Assigned task
The answer should consist of each line below that contains the word "overflow".
☆ ☆ ☆ ☆
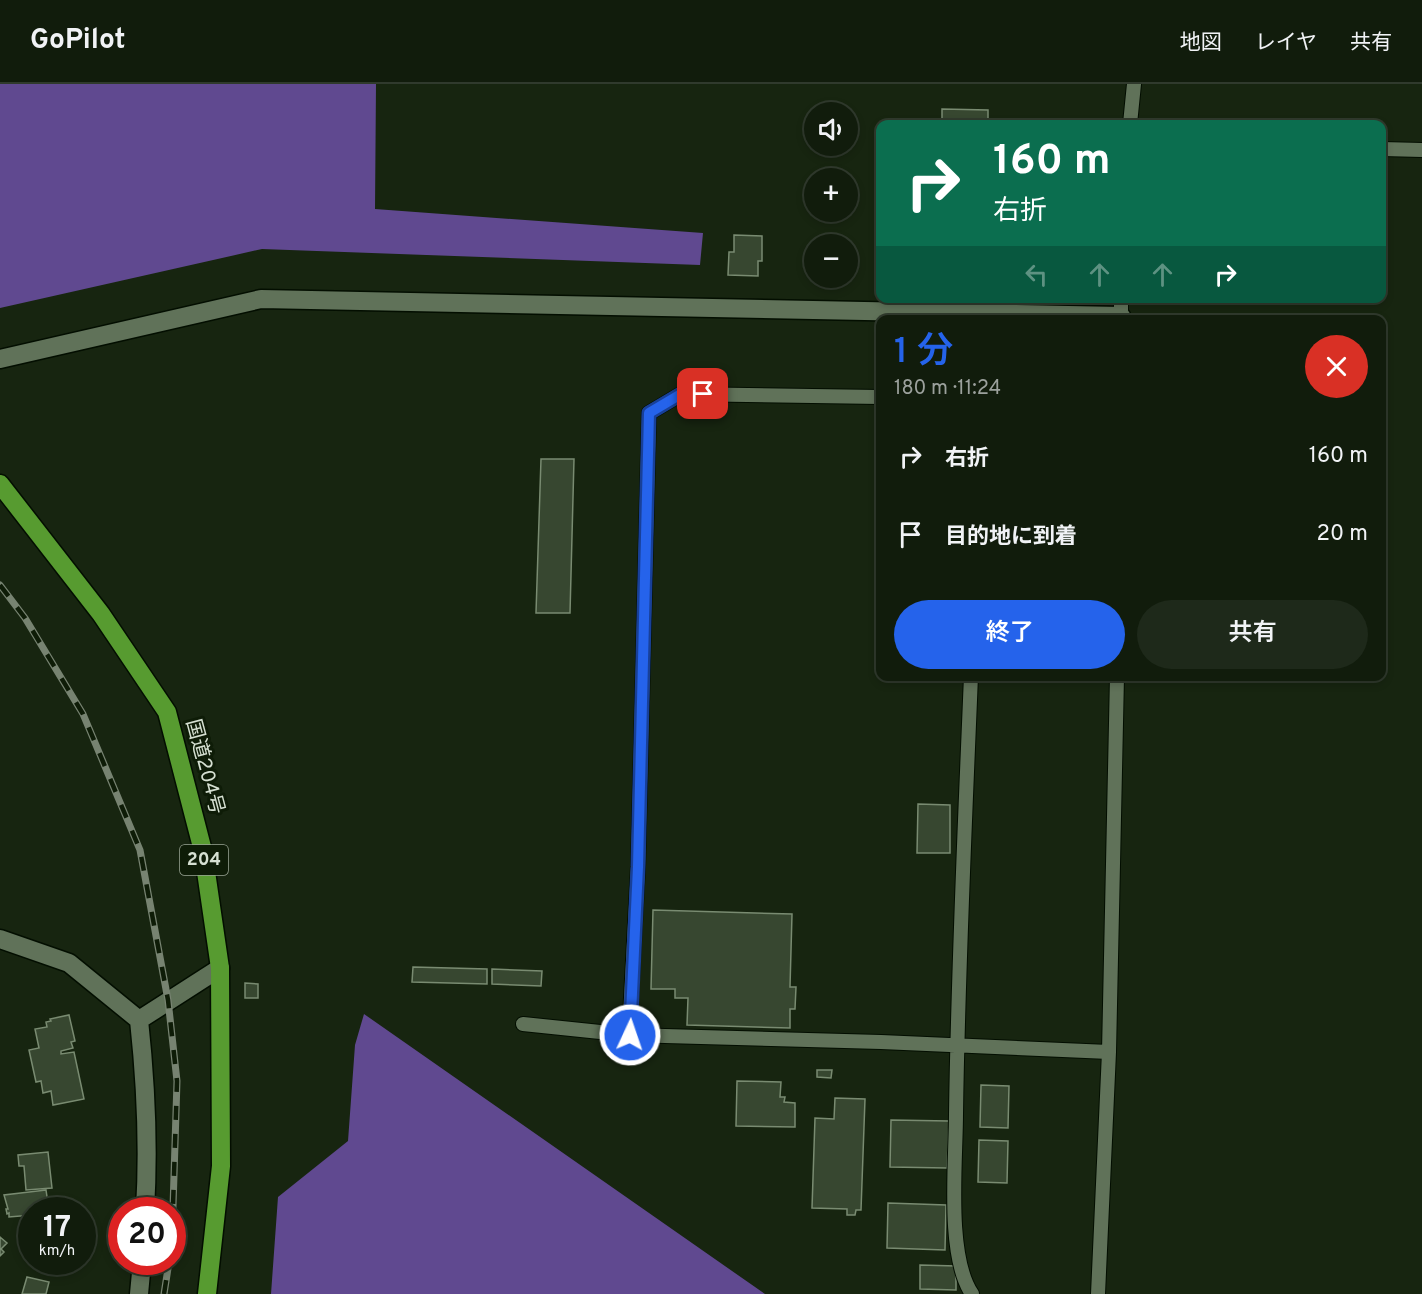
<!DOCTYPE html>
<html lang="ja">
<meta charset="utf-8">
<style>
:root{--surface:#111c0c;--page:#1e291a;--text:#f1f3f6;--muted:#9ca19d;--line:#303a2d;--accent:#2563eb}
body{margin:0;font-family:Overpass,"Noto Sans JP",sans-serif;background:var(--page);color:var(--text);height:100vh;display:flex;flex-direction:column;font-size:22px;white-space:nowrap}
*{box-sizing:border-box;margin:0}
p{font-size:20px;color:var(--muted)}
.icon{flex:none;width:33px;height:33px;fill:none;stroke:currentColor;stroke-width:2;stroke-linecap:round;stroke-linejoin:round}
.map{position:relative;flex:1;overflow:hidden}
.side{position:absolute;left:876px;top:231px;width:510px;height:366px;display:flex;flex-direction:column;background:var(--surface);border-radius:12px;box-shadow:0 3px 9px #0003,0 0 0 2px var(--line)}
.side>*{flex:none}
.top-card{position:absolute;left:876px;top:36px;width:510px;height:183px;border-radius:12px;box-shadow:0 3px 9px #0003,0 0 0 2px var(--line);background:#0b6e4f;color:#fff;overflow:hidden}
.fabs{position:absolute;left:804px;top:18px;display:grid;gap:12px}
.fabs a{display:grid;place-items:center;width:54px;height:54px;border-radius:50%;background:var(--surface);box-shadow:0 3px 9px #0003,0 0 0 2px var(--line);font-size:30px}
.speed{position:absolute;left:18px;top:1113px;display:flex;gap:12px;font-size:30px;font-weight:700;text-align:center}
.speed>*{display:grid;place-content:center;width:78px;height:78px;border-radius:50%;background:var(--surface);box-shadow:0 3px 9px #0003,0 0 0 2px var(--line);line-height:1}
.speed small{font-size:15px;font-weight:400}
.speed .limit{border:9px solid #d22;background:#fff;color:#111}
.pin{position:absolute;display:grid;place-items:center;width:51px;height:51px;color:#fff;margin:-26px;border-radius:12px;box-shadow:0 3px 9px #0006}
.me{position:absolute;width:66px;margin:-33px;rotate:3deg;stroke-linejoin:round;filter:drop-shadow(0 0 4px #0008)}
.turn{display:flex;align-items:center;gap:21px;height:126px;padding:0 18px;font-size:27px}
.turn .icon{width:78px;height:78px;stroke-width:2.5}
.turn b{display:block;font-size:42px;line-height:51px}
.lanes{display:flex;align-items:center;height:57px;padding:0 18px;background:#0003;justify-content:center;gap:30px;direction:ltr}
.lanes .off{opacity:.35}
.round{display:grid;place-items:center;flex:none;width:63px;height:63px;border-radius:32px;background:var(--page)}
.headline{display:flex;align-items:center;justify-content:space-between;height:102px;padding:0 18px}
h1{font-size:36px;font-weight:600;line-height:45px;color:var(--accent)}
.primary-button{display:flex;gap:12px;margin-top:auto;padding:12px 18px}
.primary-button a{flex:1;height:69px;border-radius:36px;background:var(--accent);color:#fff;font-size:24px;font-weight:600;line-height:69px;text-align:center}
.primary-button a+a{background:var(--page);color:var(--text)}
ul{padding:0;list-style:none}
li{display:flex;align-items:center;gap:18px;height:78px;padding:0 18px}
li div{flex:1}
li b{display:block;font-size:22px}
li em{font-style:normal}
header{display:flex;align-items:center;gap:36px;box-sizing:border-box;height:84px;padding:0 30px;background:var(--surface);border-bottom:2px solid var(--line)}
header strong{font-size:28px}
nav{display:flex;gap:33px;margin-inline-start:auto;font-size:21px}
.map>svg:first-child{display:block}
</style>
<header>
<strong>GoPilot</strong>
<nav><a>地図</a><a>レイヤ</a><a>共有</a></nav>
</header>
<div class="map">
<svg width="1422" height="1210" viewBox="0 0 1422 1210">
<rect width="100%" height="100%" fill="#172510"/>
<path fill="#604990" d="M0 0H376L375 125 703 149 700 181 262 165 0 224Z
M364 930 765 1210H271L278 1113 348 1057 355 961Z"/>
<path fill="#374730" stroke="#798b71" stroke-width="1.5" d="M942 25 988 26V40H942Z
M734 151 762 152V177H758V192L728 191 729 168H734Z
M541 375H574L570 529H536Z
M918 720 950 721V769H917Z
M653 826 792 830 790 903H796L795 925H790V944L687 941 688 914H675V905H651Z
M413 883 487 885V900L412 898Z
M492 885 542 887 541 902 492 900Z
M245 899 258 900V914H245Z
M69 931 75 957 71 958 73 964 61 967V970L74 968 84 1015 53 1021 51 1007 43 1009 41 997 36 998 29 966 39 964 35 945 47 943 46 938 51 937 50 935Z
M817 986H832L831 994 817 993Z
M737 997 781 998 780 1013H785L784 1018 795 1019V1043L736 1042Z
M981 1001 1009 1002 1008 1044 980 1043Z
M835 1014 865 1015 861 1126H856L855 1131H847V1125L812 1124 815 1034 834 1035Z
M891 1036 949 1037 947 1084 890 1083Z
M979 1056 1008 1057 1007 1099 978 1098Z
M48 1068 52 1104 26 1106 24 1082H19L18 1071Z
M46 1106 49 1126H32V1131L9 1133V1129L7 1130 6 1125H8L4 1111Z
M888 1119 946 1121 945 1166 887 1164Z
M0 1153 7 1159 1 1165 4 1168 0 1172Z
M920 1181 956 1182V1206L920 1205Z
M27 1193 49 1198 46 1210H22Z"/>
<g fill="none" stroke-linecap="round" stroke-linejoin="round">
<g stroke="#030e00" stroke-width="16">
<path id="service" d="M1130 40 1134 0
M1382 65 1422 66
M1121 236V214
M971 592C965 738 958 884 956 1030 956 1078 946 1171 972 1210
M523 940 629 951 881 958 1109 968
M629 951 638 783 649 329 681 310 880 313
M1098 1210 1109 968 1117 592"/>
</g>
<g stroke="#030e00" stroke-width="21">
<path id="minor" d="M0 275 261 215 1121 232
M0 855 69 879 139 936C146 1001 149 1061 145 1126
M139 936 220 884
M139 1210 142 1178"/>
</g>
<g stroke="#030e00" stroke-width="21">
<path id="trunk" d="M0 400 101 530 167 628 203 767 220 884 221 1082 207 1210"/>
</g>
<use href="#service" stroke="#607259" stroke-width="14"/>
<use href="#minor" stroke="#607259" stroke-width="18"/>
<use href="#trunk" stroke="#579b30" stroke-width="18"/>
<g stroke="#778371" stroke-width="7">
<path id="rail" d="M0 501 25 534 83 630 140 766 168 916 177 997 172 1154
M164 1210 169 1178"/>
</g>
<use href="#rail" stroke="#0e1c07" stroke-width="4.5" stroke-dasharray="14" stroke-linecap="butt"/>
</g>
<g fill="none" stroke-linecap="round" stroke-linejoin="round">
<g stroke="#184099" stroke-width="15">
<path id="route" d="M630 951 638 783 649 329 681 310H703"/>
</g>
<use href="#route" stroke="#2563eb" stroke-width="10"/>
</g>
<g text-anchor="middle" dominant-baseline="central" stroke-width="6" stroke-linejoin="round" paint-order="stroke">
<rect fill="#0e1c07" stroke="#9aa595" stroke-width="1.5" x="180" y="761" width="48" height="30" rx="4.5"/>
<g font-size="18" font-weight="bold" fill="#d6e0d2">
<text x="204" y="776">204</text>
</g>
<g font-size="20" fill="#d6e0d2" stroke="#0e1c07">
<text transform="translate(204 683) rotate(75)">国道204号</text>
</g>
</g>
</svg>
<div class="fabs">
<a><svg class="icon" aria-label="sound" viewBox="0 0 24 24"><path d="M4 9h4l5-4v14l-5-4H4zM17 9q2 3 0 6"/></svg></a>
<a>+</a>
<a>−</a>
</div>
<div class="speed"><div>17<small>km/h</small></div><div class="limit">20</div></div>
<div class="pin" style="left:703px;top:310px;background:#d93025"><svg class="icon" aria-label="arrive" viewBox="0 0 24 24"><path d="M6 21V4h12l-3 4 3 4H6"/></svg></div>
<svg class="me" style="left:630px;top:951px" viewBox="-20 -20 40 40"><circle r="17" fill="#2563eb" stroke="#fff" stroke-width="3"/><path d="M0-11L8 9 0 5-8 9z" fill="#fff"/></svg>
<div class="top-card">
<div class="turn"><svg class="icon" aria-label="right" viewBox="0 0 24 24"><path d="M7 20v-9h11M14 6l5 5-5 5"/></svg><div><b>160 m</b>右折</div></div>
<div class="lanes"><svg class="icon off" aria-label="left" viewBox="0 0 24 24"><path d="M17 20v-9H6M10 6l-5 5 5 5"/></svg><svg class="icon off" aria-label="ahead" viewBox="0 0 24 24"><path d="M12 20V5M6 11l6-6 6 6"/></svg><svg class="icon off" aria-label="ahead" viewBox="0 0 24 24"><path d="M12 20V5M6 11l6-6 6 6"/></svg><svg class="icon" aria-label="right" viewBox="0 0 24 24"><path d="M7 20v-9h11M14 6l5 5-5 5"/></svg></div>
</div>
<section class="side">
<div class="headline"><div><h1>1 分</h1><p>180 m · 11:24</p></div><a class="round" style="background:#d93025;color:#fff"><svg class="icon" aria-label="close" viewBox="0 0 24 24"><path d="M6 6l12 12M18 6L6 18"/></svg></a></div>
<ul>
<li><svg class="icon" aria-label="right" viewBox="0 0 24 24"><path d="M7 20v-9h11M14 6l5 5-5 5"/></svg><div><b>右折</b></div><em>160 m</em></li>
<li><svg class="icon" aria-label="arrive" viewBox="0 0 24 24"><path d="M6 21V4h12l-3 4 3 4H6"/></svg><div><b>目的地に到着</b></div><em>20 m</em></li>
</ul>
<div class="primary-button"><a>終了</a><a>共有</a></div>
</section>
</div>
☆ ☆ ☆ ☆
Response box
.map{position:relative;flex:1;overflow:hidden}
.top-card{position:absolute;left:876px;top:36px;width:510px;height:183px;border-radius:12px;box-shadow:0 3px 9px #0003,0 0 0 2px var(--line);background:#0b6e4f;color:#fff;overflow:hidden}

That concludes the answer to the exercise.